Naar boven ↑

Annotatie

mr. J.H.J. Verbaan
19 december 2018

Rechtspraak

Cassatie in het belang der wet: recht slachtoffer op kennisneming stukken bij uitblijven vervolging.

De advocaat-generaal klaagt in het belang der wet en stelt de vraag aan de orde of het slachtoffer van een strafbaar feit, bij het uitblijven van vervolging, op grond van artikel 51b lid 1 Sv recht heeft om met het oog op het doen van beklag als bedoeld in artikel 12 Sv kennis te nemen van stukken die betrekking hebben op het onderzoek naar aanleiding van dat strafbaar feit. De rechter-commissaris heeft die vraag ontkennend beantwoord, de klacht beantwoordt die vraag bevestigend.

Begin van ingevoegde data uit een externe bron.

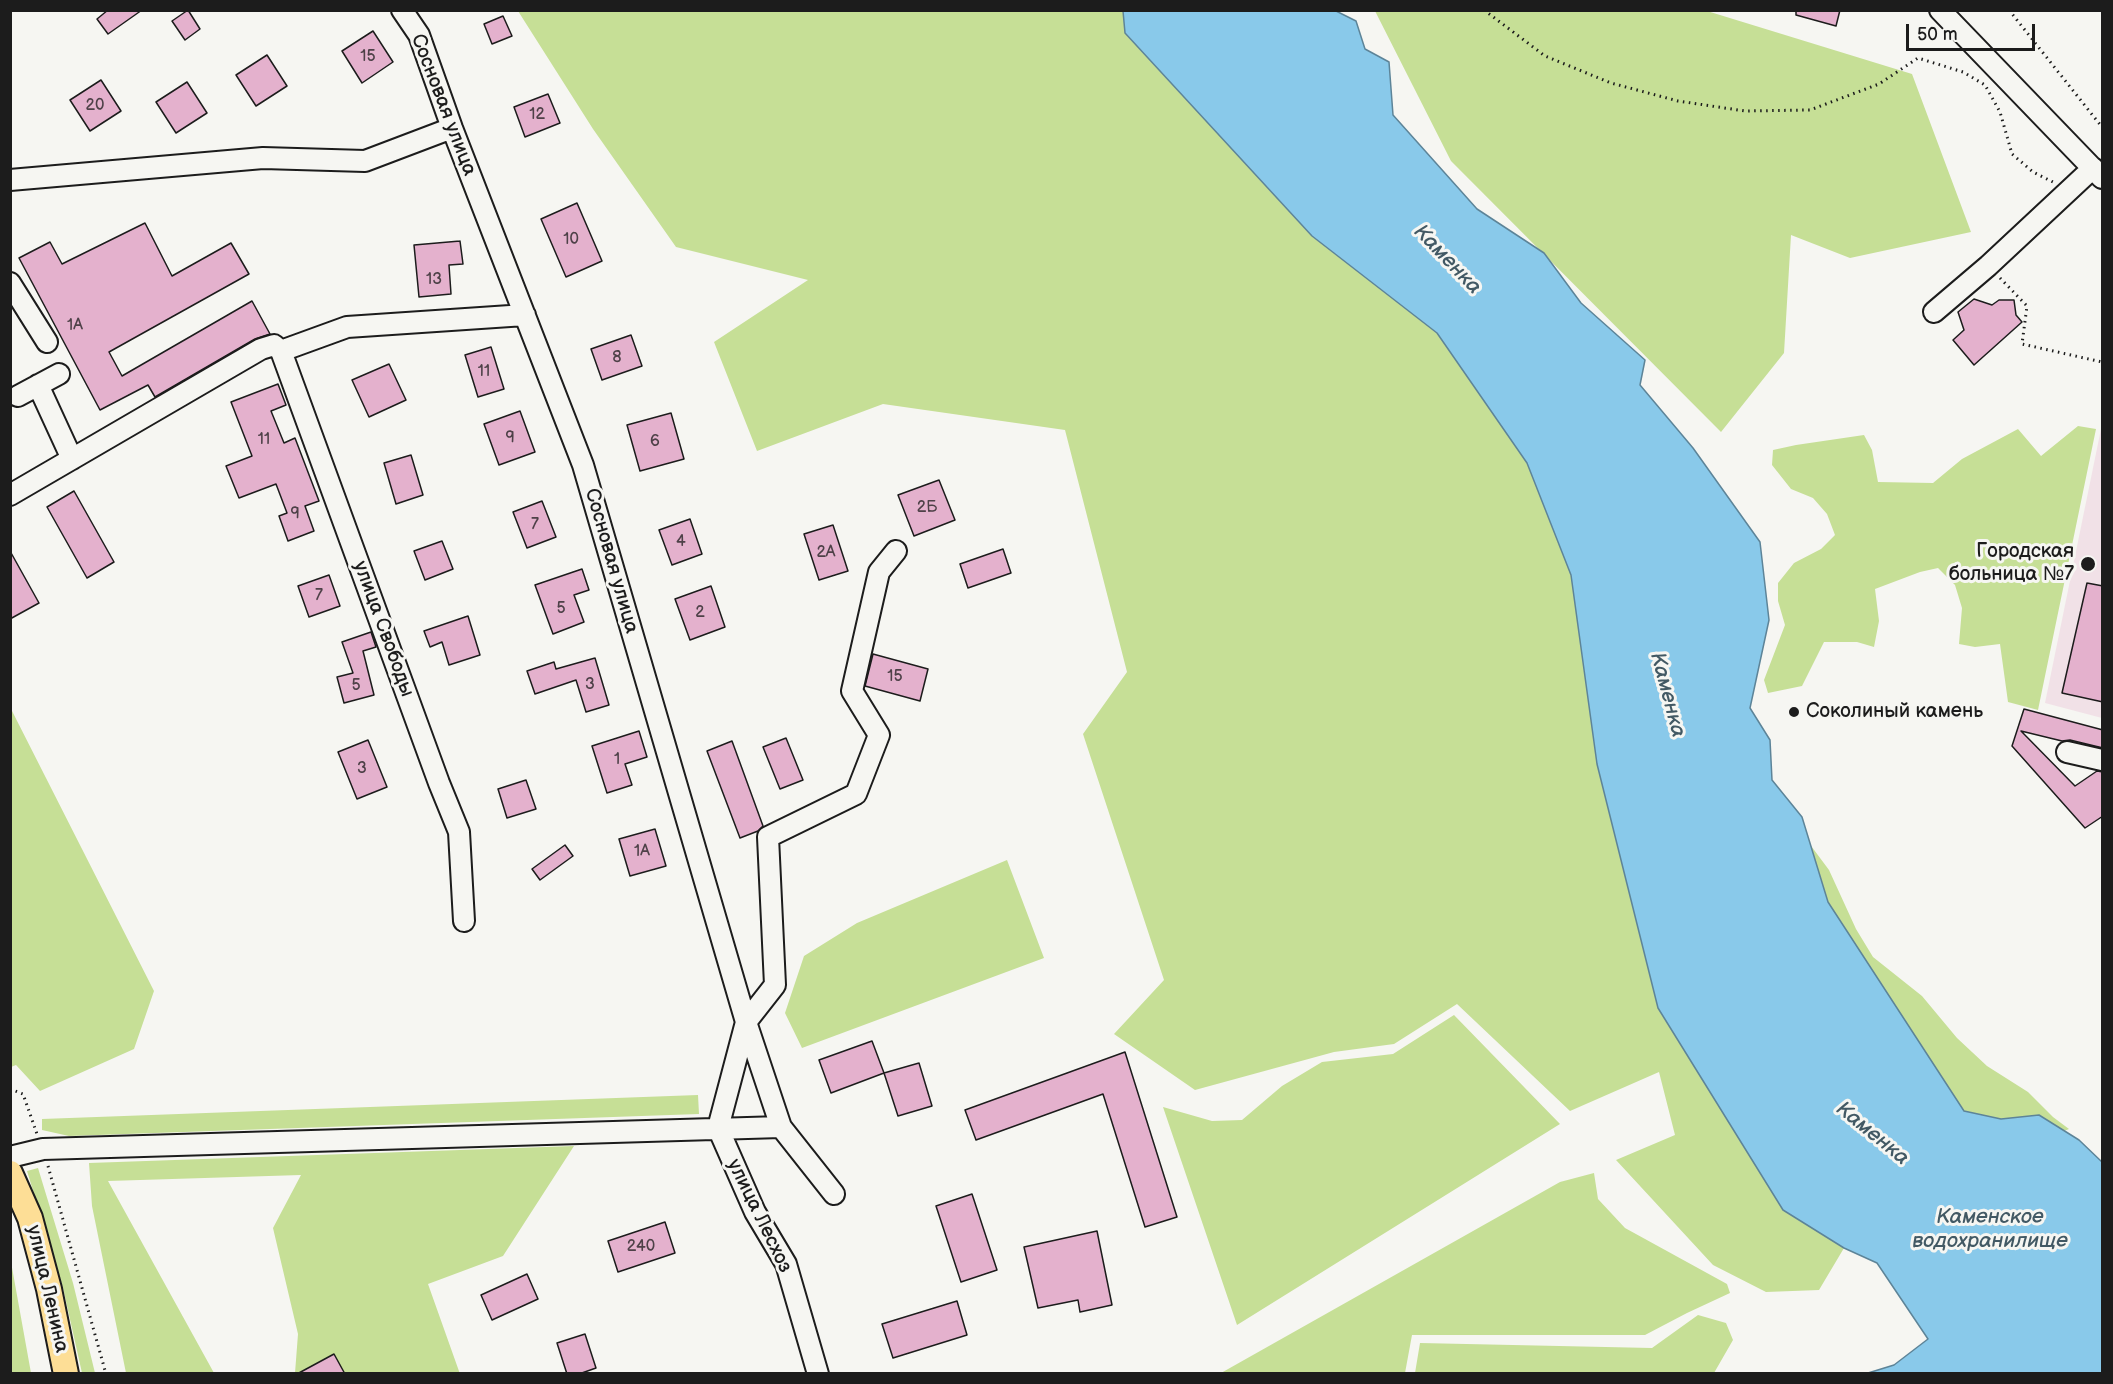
<!DOCTYPE html>
<meta charset="utf-8">
<style>
body{margin:0}
#map{position:relative;width:2113px;height:1384px;overflow:hidden;background:#f6f6f2;font-family:"Balsamiq Sans",sans-serif}
canvas{display:block}
.frame{position:absolute;inset:0;border:12px solid #1c1c1c;pointer-events:none}
.scale{position:absolute;left:1906px;top:24px;width:129px;height:27px;box-sizing:border-box;border:3px solid #1c1c1c;border-top:0;padding-left:8px;font-size:18px;line-height:21px;white-space:nowrap;color:#1c1c1c;-webkit-text-stroke:4px #f6f6f2;paint-order:stroke}
</style>
<div id="map">
<canvas width="2113" height="1384"></canvas>
<div class="frame"></div>
<div class="scale">50 m</div>
</div>
<script>
const g = document.querySelector('canvas').getContext('2d');
g.lineJoin = 'round';
function fill(path, color) { g.fillStyle = color; g.fill(path, 'evenodd'); }
const shape = rows => new Path2D(rows.map(r => 'M' + r).join(''));
function trace(path, color, width, dash) { g.strokeStyle = color; g.lineWidth = width; g.lineCap = dash ? 'butt' : 'round'; g.setLineDash(dash || []); g.stroke(path); }
function label(font, color, halo, rows, align = 'center') {
  g.font = font + ' "Balsamiq Sans",sans-serif'; g.lineWidth = 6; g.setLineDash([]); g.textBaseline = 'middle'; g.strokeStyle = halo; g.fillStyle = color; for (const [text, x, y, turn = 0] of rows) {
    g.save(); g.translate(x, y); g.rotate((+turn || 0) * Math.PI / 180); g.textAlign = isNaN(turn) ? turn : align; if (halo) g.strokeText(text, 0, 0); g.fillText(text, 0, 0); g.restore();
  }
}
fill(shape([
 [2102,424,2102,718,2045,703]
]), '#f1e1e7');
fill(shape([
 [518,11,1123,11,1125,33,1312,236,1437,333,1527,463,1571,575,1597,764,1658,1008,1783,1210,1844,1248,1819,1290,1766,1292,1713,1265,1616,1160,1675,1135,1659,1072,1570,1111,1457,1004,1394,1044,1334,1052,1195,1090,1114,1034,1164,980,1083,734,1127,672,1065,430,883,404,757,451,714,342,808,280,676,247,593,129],
 [1375,11,1707,11,1912,74,1971,232,1850,258,1791,235,1784,353,1721,432,1451,161],
 [2078,426,2096,429,2038,710,2008,702,2000,644,1975,647,1959,644,1962,608,1955,585,1938,568,1920,572,1875,589,1879,621,1874,647,1857,642,1824,642,1802,686,1768,693,1764,680,1785,625,1778,601,1778,583,1794,563,1821,549,1835,535,1827,514,1813,498,1791,489,1772,465,1773,450,1796,445,1864,435,1872,450,1878,482,1933,483,1962,459,2018,429,2041,456],
 [10,707,154,991,134,1049,40,1091,16,1065,11,1067],
 [1797,827,1829,870,1856,929,1873,957,1922,996,1957,1038,1987,1066,2028,1092,2053,1117,2069,1129,2057,1134,1975,1138,1829,922],
 [1007,860,1044,958,802,1048,785,1013,804,956,857,923],
 [1454,1015,1560,1124,1237,1325,1163,1107,1212,1121,1242,1120,1282,1086,1322,1062,1393,1054],
 [698,1095,699,1114,69,1136,42,1130,42,1119],
 [574,1146,503,1256,428,1284,460,1374,295,1373,298,1334,273,1228,301,1175,108,1181,214,1373,126,1373,92,1206,89,1163],
 [38,1168,73,1283,95,1373,82,1373,63,1288,27,1171],
 [1594,1173,1598,1199,1625,1228,1727,1284,1730,1293,1687,1313,1645,1335,1412,1335,1405,1373,1221,1373,1560,1182],
 [10,1262,11,1262,31,1373,11,1373],
 [1698,1315,1726,1323,1733,1340,1714,1373,1415,1373,1420,1343,1652,1348]
]), '#c6df96');
const water = shape([
 [1334,10,1356,21,1365,49,1389,62,1393,115,1477,209,1544,253,1581,303,1645,360,1640,385,1693,448,1760,542,1769,620,1750,708,1770,740,1772,780,1802,817,1828,902,1964,1111,2001,1119,2039,1115,2079,1140,2102,1162,2102,1373,1868,1373,1894,1365,1928,1339,1877,1263,1844,1248,1783,1210,1658,1008,1597,764,1571,575,1527,463,1437,333,1312,236,1125,33,1123,11,1334,10]
]);
fill(water, '#89c9ea');
trace(water, '#5d8498', 1.5);
const building = shape([
 [108,10,142,10,108,34,97,19,108,10],
 [188,10,200,29,185,40,172,21,188,10],
 [1796,10,1840,10,1836,26,1796,15,1796,10],
 [503,16,512,36,492,44,484,24,503,16],
 [373,31,393,62,362,83,342,51,373,31],
 [267,55,287,86,256,106,236,75,267,55],
 [101,80,121,111,90,131,70,100,101,80],
 [187,82,207,113,176,133,156,102,187,82],
 [548,94,560,123,525,137,514,107,548,94],
 [577,203,602,261,566,277,541,219,577,203],
 [145,223,172,276,231,243,249,274,109,352,122,376,252,301,270,334,255,339,155,397,148,385,100,410,19,258,50,242,62,264,145,223],
 [460,241,463,264,449,265,451,294,419,297,414,245,460,241],
 [1974,299,1992,305,1999,300,2014,300,2016,315,2022,322,1974,365,1953,340,1964,330,1958,312,1974,299],
 [631,335,642,366,602,380,591,349,631,335],
 [491,347,504,389,478,397,465,355,491,347],
 [389,364,406,400,369,417,352,380,389,364],
 [278,384,286,405,271,411,284,443,295,438,319,501,305,506,314,531,288,541,279,516,287,513,276,484,239,498,226,466,252,456,231,402,278,384],
 [520,411,535,452,499,465,484,424,520,411],
 [671,413,684,459,640,471,627,425,671,413],
 [411,455,423,495,396,504,384,463,411,455],
 [939,480,955,520,914,536,898,495,939,480],
 [74,491,114,562,87,578,47,507,74,491],
 [542,501,556,537,527,548,513,512,542,501],
 [690,519,702,554,672,565,659,530,690,519],
 [833,525,848,571,819,580,804,534,833,525],
 [442,541,453,569,425,580,414,551,442,541],
 [1003,549,1011,573,968,588,960,564,1003,549],
 [10,551,39,603,10,619,10,551],
 [582,569,589,590,574,595,584,622,553,634,535,585,582,569],
 [329,575,340,606,309,617,298,586,329,575],
 [2087,583,2103,586,2103,702,2062,693,2087,583],
 [711,586,725,627,690,640,675,599,711,586],
 [468,616,480,655,449,665,442,642,430,647,424,631,468,616],
 [371,632,376,647,363,651,374,695,344,703,337,677,353,673,342,642,371,632],
 [873,654,928,669,920,701,865,686,873,654],
 [595,658,609,705,586,712,576,680,535,694,527,671,554,662,556,669,595,658],
 [2024,709,2103,730,2103,748,2070,740,2062,741,2021,731,2075,786,2097,771,2103,772,2103,816,2085,828,2012,746,2024,709],
 [639,731,647,757,625,764,632,785,607,793,592,746,639,731],
 [786,738,803,780,780,789,763,747,786,738],
 [368,740,387,787,357,799,338,752,368,740],
 [732,741,763,826,758,831,740,838,707,751,732,741],
 [526,780,536,809,507,818,498,789,526,780],
 [655,829,666,866,630,876,619,839,655,829],
 [565,845,573,856,540,880,532,869,565,845],
 [872,1041,884,1073,831,1093,819,1060,872,1041],
 [1125,1052,1177,1217,1145,1227,1103,1094,976,1140,965,1110,1125,1052],
 [919,1063,932,1106,898,1116,884,1073,919,1063],
 [972,1194,997,1270,961,1282,936,1206,972,1194],
 [665,1222,675,1253,618,1272,608,1241,665,1222],
 [1097,1231,1112,1305,1080,1312,1078,1300,1038,1308,1024,1247,1097,1231],
 [527,1274,538,1299,492,1320,481,1295,527,1274],
 [957,1301,967,1335,893,1358,882,1324,957,1301],
 [585,1334,596,1368,579,1374,567,1374,557,1343,585,1334],
 [334,1354,345,1374,297,1374,334,1354]
]);
fill(building, '#e4b1cd');
trace(building, '#1c1c1c', 1.5);
const minor = shape([
 [402,10,419,35,452,128,583,465,746,1022,718,1128],
 [1940,10,2102,178],
 [10,180,263,158,365,161,452,128],
 [10,283,47,342],
 [1934,312,1988,266,2093,168],
 [281,351,347,327,525,315],
 [38,385,72,459],
 [18,396,59,374],
 [10,495,261,349,274,345,281,351,439,783,459,832,464,921],
 [2067,752,2102,760],
 [781,1127,834,1194],
 [718,1128,755,1212,786,1264,818,1374],
 [10,1157,43,1149,781,1127,746,1022,775,985,768,837,856,794,879,735,852,691,879,572,896,551]
]);
const major = shape([
 [10,1173,30,1218,49,1289,66,1374]
]);
trace(minor, '#1c1c1c', 24);
trace(major, '#1c1c1c', 28);
trace(shape([
 [1484,10,1545,56,1611,83,1678,101,1745,111,1810,110,1879,84,1918,58,1963,72,1985,85,2000,112,2012,154,2033,172,2053,182],
 [2009,10,2102,127],
 [2000,278,2027,306,2022,344,2102,362],
 [10,1089,23,1094,37,1134],
 [48,1166,106,1374]
]), '#1c1c1c', 3, [1.5, 4.5]);
trace(minor, '#f6f6f2', 20);
trace(major, '#fdde96', 24);
for (const [x, y, r, color] of [
 [2088,564,8,"#1c1c1c"],
 [1794,712,6,"#1c1c1c"]
]) { const dot = new Path2D(); dot.arc(x, y, r, 0, 2 * Math.PI); g.fillStyle = color; g.fill(dot); trace(dot, '#f6f6f2', 2); }
label('16px', '#4e4148', null, [
 ["15",368,57],
 ["20",95,106],
 ["12",537,115],
 ["10",571,240],
 ["13",434,280],
 ["1А",75,326],
 ["8",617,358],
 ["11",484,372],
 ["9",510,438],
 ["11",264,440],
 ["6",655,442],
 ["2Б",927,508],
 ["9",295,514],
 ["7",535,525],
 ["4",681,542],
 ["2А",826,553],
 ["7",319,596],
 ["5",561,609],
 ["2",700,613],
 ["15",895,677],
 ["3",590,685],
 ["5",356,686],
 ["1",617,760],
 ["3",362,769],
 ["1А",642,852],
 ["240",641,1247]
]);
label('20px', '#1c1c1c', '#f6f6f2', [
 ["Сосновая улица",443,105,69],
 ["Сосновая улица",611,561,74],
 ["улица Свободы",383,629,70],
 ["улица Лесхоз",759,1216,64],
 ["улица Ленина",47,1289,77]
]);
label('20px', '#1c1c1c', '#f6f6f2', [
 ["Городская",2074,552],
 ["больница №7",2074,575],
 ["Соколиный камень",1806,712,"left"]
], 'right');
label('italic 21px', '#425964', '#f6f6f2', [
 ["Каменка",1447,260,46],
 ["Каменка",1667,695,75],
 ["Каменка",1872,1134,39],
 ["Каменское",1990,1218],
 ["водохранилище",1990,1242]
]);
</script>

Uit het aan de Hoge Raad in het kader van de onderhavige vordering ter beschikking gestelde dossier blijkt dat:

i. K. Valkeneers, advocaat, namens betrokkene bij brief van 22 mei 2012 aan de officier van justitie, heeft gesteld dat de vader van de betrokkene, op 17 april 2012 te Tilburg door moord om het leven is gekomen en zij heeft verzocht om ‘afschrift van alle stukken die betrekking hebben op deze strafzaak’ in verband met de (nog te volgen) strafrechtelijke procedure waarbij cliënt zich als benadeelde partij wenst te voegen;

ii. mr. Valkeneers bij brief van 15 oktober 2013 aan de officier van justitie haar onder i genoemde brief opnieuw onder de aandacht heeft gebracht en om een spoedige reactie verzocht;

iii. mr. Valkeneers op 5 november 2013 bij de rechter-commissaris een bezwaarschrift heeft ingediend tegen de (feitelijke) onthouding van de processtukken, onder verwijzing naar artikel 32 lid 4, 51b lid 6 en 51d Sv;

iv. de officier van justitie bij brief van 13 november 2013 aan mr. Valkeneers meegedeeld heeft dat het onderzoek naar het overlijden van de vader van betrokkene op 17 april 2012 te Tilburg en de daaraan voorafgegane schietpartij geen resultaat heeft opgeleverd en dat er geen strafdossier is opgemaakt;

v. de officier van justitie in een schriftelijke reactie van 17 november 2013 op het onder iii bedoelde bezwaarschrift zich op het standpunt heeft gesteld dat er geen sprake is van processtukken nu het opsporingsonderzoek niet heeft geleid tot een procesdossier ten behoeve van de verdere vervolging van (een) verdachte(n);

vi. bij de thans bestreden beschikking de rechter-commissaris het onder iii bedoelde bezwaarschrift ongegrond heeft verklaard. Deze beschikking houdt, voor zover voor de beoordeling van het middel van belang, in dat de vader van de betrokkene op 17 april 2012 te Tilburg als gevolg van een misdrijf is overleden. Naar aanleiding daarvan is destijds een (grootschalig) opsporingsonderzoek gestart. Dit onderzoek heeft niet geleid tot oplossing van de strafzaak.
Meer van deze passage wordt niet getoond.